Now, we were by no means of the opinion that the new scientific results should be confided in large tomes exclusively to the "learned"world. Quite the contrary. We were both of us already deeply involved in the political movement, and possessed a certain following in the educated world, especially of Western Germany, and abundant contact with the organized proletariat. It was our duty to provide a scientific foundation for our view, but it was equally important for us to win over the European and in the first place the German proletariat to our conviction. As soon as we had become clear in our own minds, we set about the task. We founded a German workers' society in Brussels and took over the _Deutsche Brusseler Zeitung_, which served us as an organ up to the February Revolution. We kept in touch with the revolutionary section of the English Chartists through Julian Harney, the editor of the central organ of the movement, _The Northern Star_, to which I was a contributor. We entered likewise into a sort of cartel with the Brussels democrats (Marx was vice-president of the Democratic Society)and with the French social-democrats of the _Reforme_, which I furnished with news of the English and German movements. In short, our connections with the radical and proletarian organizations and press organs were quite what one could wish.
Our relations with the League of the Just were as follows: The existence of the League was, of course, known to us; in 1843 Schapper had suggested that I join it, which I at that time naturally refused to do. But we not only kept up our continuous correspondence with the Londoners but remained on still closer terms with Dr Ewerbeck, then the leader of the Paris communities. Without going into the League's internal affairs, we learnt of every important happening. On the other hand, we influenced the theoretical views of the most important members of the League by word of mouth, by letter and through the press. For this purpose we also made us of various lithographed circulars, which we dispatched to our friends and correspondents throughout the world on particular occasions, when it was a question of the internal affairs of the Communist Party in process of formation. In these, the League itself sometimes came to be dealt with. Thus, a young Westphalian student, Hermann Kriege, who went to America, came forward there as an emissary of the League and associated himself with the crazy Harro Harring for the purpose of using the League to turn South America upside down. He founded a paper in which, in the name of the League, he preached an extravagant Communism of love dreaming, based on "love" and overflowing with love. Against this we let fly with a circular that did not fail of its effect. Kriege vanished from the League scene.

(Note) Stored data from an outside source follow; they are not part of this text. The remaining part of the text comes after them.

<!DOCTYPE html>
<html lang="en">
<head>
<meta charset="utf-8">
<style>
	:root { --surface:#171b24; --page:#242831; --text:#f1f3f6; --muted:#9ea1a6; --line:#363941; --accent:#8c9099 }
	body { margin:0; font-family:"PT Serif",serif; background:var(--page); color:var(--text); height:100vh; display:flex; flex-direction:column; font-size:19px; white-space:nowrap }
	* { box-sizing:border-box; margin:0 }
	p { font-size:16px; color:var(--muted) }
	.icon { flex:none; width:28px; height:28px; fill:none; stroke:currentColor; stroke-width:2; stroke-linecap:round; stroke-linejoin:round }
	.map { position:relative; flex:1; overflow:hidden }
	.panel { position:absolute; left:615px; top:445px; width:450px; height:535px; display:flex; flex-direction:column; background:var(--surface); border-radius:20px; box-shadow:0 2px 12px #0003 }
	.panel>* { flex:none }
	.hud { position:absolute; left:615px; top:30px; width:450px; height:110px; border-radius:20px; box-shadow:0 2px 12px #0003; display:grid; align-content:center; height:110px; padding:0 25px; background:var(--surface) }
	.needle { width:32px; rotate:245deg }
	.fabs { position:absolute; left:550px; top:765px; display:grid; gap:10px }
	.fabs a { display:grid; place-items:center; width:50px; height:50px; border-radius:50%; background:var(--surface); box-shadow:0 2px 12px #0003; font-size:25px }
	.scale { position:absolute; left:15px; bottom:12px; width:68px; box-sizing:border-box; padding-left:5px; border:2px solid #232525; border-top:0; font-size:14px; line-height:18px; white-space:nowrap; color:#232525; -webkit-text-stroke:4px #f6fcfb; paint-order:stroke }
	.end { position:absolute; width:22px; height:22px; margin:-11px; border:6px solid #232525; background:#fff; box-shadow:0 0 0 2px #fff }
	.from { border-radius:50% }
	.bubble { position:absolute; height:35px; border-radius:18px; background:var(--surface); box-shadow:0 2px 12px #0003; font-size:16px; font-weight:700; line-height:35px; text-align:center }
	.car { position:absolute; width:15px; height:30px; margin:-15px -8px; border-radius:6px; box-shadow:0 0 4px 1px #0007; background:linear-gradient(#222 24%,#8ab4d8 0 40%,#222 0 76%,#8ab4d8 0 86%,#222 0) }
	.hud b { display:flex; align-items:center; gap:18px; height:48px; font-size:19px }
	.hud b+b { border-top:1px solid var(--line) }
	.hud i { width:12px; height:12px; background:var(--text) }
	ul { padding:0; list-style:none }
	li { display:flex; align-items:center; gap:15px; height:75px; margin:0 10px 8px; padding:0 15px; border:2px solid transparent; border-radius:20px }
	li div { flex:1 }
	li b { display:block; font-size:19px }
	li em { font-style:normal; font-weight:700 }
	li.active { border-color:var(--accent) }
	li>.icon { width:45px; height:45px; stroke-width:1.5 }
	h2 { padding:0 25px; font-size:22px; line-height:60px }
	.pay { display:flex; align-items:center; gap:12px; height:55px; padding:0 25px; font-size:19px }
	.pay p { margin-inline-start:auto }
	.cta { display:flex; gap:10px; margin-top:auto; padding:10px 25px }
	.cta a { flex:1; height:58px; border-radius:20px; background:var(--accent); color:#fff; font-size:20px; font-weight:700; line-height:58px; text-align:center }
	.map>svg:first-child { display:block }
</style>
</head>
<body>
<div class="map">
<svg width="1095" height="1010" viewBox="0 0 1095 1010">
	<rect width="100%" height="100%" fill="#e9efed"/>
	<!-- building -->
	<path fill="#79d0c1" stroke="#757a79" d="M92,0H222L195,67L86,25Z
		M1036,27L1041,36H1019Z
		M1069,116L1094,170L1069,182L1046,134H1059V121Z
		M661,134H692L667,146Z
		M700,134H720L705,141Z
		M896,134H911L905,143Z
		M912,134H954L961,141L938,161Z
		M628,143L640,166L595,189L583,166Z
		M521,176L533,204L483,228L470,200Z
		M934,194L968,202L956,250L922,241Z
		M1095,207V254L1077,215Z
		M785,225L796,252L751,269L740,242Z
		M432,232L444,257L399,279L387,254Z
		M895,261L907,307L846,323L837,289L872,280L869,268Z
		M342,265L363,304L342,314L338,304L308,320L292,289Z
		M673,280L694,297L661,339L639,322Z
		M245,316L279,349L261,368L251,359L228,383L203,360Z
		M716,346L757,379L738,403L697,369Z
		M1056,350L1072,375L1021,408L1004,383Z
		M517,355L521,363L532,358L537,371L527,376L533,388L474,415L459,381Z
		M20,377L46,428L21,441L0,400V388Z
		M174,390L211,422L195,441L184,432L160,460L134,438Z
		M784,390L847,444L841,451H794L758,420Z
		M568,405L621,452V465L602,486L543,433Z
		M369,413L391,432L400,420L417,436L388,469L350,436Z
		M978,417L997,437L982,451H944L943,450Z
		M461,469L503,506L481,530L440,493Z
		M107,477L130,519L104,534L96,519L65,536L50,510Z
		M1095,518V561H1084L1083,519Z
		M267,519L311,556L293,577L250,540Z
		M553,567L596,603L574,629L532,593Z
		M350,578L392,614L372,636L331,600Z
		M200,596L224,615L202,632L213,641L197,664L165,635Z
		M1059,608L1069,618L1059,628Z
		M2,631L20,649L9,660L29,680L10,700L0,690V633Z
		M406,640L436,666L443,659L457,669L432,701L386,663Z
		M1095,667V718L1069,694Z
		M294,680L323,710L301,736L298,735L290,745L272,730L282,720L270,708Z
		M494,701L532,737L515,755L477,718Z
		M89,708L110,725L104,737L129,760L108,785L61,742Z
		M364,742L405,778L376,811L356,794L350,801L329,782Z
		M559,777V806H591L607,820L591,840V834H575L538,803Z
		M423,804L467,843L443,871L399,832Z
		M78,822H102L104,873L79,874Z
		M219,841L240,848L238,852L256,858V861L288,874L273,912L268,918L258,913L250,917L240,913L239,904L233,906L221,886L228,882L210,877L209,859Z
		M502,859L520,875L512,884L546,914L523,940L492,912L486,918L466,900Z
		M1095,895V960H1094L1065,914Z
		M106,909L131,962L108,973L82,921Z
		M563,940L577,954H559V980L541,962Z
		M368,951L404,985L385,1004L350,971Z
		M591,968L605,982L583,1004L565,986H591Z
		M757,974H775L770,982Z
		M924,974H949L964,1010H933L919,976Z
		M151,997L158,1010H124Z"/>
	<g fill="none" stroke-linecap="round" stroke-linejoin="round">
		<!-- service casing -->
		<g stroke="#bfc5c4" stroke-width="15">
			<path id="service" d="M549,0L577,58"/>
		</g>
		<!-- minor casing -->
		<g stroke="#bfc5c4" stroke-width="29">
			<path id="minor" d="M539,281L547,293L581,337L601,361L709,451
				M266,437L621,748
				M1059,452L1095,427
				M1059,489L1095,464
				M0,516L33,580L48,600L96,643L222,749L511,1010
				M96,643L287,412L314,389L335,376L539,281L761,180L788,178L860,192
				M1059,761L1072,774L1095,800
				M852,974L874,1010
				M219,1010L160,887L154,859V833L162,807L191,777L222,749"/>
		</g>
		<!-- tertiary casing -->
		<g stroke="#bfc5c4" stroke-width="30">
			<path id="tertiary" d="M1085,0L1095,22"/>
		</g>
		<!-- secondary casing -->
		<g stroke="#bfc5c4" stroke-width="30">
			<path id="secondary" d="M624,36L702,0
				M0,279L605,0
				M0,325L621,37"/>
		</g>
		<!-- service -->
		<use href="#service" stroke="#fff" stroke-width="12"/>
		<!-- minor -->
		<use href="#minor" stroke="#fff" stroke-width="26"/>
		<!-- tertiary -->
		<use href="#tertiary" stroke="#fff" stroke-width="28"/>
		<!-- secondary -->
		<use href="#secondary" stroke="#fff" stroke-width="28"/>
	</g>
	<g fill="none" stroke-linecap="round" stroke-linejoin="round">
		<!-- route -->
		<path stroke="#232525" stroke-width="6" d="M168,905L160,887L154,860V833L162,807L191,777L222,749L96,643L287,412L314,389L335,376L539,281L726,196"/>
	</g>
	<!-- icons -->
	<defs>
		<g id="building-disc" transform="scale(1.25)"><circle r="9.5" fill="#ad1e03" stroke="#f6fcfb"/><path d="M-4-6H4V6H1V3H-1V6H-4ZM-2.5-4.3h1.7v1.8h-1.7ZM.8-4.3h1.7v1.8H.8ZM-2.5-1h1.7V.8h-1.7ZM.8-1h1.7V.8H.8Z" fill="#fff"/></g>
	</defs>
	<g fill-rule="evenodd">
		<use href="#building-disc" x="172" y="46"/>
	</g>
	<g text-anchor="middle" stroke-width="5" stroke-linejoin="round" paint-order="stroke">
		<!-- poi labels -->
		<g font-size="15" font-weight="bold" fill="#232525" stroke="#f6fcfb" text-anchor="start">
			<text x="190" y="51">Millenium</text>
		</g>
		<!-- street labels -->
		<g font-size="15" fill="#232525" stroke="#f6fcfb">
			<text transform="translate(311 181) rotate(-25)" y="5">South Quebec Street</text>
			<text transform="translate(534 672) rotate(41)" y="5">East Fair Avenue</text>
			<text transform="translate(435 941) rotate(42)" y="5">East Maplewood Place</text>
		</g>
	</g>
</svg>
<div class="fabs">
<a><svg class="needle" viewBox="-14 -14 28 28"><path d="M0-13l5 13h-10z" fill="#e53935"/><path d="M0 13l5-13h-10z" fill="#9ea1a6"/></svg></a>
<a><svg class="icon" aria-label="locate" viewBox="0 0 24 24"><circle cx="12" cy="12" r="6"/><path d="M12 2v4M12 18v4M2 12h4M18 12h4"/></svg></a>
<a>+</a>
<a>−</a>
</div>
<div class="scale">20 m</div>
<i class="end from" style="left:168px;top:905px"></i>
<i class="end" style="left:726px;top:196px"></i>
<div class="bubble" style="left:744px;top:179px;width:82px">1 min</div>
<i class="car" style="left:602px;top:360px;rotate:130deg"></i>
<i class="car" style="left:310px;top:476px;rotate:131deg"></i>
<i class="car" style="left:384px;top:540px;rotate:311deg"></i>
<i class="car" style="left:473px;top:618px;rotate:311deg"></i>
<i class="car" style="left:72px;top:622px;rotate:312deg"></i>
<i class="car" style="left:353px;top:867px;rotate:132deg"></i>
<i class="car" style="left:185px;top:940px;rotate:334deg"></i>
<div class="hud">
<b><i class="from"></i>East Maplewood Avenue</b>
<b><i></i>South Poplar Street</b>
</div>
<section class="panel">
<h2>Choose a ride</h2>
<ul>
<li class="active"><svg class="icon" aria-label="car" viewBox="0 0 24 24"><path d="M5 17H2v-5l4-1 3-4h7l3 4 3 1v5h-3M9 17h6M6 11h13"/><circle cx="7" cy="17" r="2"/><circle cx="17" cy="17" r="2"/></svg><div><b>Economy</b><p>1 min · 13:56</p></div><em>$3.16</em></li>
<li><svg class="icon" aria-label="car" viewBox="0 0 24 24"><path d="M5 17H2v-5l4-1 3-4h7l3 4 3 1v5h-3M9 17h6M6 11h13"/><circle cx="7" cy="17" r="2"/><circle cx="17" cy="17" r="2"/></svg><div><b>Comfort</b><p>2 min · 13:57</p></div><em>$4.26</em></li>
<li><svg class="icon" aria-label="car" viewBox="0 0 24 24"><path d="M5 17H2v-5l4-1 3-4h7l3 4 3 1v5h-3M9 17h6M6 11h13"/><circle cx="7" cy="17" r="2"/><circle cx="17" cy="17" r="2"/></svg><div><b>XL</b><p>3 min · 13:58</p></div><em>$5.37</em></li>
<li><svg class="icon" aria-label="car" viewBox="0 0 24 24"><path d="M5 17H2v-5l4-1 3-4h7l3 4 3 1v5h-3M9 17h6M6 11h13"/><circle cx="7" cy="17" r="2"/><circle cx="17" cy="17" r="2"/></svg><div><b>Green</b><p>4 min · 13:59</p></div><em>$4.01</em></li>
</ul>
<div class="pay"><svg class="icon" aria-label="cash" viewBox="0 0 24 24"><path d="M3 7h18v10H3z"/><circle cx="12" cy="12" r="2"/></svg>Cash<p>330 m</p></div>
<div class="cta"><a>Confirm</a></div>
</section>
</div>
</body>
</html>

Later, Weitling came to Brussels. But he was no loner the ***** young journeyman-tailor who, astonished at his own talents, was trying to clarify in his own mind just what a communist society would look like. He was now the great man, persecuted by the environs on account of his superiority, who scented rivals, secret enemies and traps everywhere -- the prophet, driven from country to country, who carried a recipe for the realization of heaven on earth ready-made in his pocket, and who was was possessed with the idea that everybody intended to steal it from him. He had already fallen out with the members of the League in London; and in Brussels, where Marx and his wife welcomed him with almost superhuman forbearance, he also could not get along with anyone.
So he soon afterwards went to America to try out his role of prophet there.
All these circumstance contributed to the quiet revolution that was taking place in the League, and especially among the leaders in London.
The inadequacy of the previous conception of Communism, both the ****** French equalitarian Communism and that of Weitling, became more and more clear to them. The tracing of Communism back to primitive Christianity introduced by Weitling -- no matter how brilliant certain passages to be found in his _Gospel of Poor Sinners_ -- had resulted in delivering the movement in Switzerland to a large extent into the hands, first of fools like Albrecht, and then of exploiting fake prophets like Kuhlmann. The "true Socialism" dealt in by a few literary writers -- a translation of French socialist phraseology into corrupt Hegelian German, and sentimental love dreaming (see the section on German of "True" Socialism in the _Communist Manifesto__ -- that Kriege and the study of the corresponding literature introduced in the League was found soon to disgust the old revolutionaries of the league, if only because of its slobbering feebleness. As against the untenability of the previous theoretical views, and as against the practical aberrations resulting therefrom, it was realized more and more in London that Marx and I were right in our new theory. This understanding was undoubtedly promoted by the fact that among the London leaders there were now two men who were considerably superior to those previously mentioned in capacity for theoretical knowledge: the miniature painter Karl Pfander from Heilbronn and the tailor Georg Eccarius from Thuringia.
[Engels footnote: Pfander died about eight years ago in London. he was a man of peculiarly fine intelligence, witty, ironical and dialectical.
Eccarius, as we know, was later for many years Secretary of the General Council of the International Working Men's Association, in the General Council of which the following old League members were to be found, among others: Eccarius, Pfander, Lessner, Lochner, Marx and myself.
Eccarius subsequently devoted himself exclusively to the English trade union movement.]